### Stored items
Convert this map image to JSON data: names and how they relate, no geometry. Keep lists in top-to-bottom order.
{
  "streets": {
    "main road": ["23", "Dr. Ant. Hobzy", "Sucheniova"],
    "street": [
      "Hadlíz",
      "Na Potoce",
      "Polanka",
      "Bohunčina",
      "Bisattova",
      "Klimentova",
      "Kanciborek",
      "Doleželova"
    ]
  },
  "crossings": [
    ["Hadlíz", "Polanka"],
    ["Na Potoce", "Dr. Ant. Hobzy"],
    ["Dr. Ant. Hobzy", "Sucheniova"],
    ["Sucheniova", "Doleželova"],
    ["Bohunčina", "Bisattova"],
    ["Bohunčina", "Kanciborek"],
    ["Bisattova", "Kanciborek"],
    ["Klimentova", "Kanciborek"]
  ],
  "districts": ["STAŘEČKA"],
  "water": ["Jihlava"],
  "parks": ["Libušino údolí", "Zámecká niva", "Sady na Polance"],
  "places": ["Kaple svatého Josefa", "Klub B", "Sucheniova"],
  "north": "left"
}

### WHAT IS REQUIRED
Go through the records above and copy each one exactly.

### SOLUTION TO THE EXERCISE
Convert this map image to JSON data: names and how they relate, no geometry. Keep lists in top-to-bottom order.
{
  "streets": {
    "main road": ["23", "Dr. Ant. Hobzy", "Sucheniova"],
    "street": [
      "Hadlíz",
      "Na Potoce",
      "Polanka",
      "Bohunčina",
      "Bisattova",
      "Klimentova",
      "Kanciborek",
      "Doleželova"
    ]
  },
  "crossings": [
    ["Hadlíz", "Polanka"],
    ["Na Potoce", "Dr. Ant. Hobzy"],
    ["Dr. Ant. Hobzy", "Sucheniova"],
    ["Sucheniova", "Doleželova"],
    ["Bohunčina", "Bisattova"],
    ["Bohunčina", "Kanciborek"],
    ["Bisattova", "Kanciborek"],
    ["Klimentova", "Kanciborek"]
  ],
  "districts": ["STAŘEČKA"],
  "water": ["Jihlava"],
  "parks": ["Libušino údolí", "Zámecká niva", "Sady na Polance"],
  "places": ["Kaple svatého Josefa", "Klub B", "Sucheniova"],
  "north": "left"
}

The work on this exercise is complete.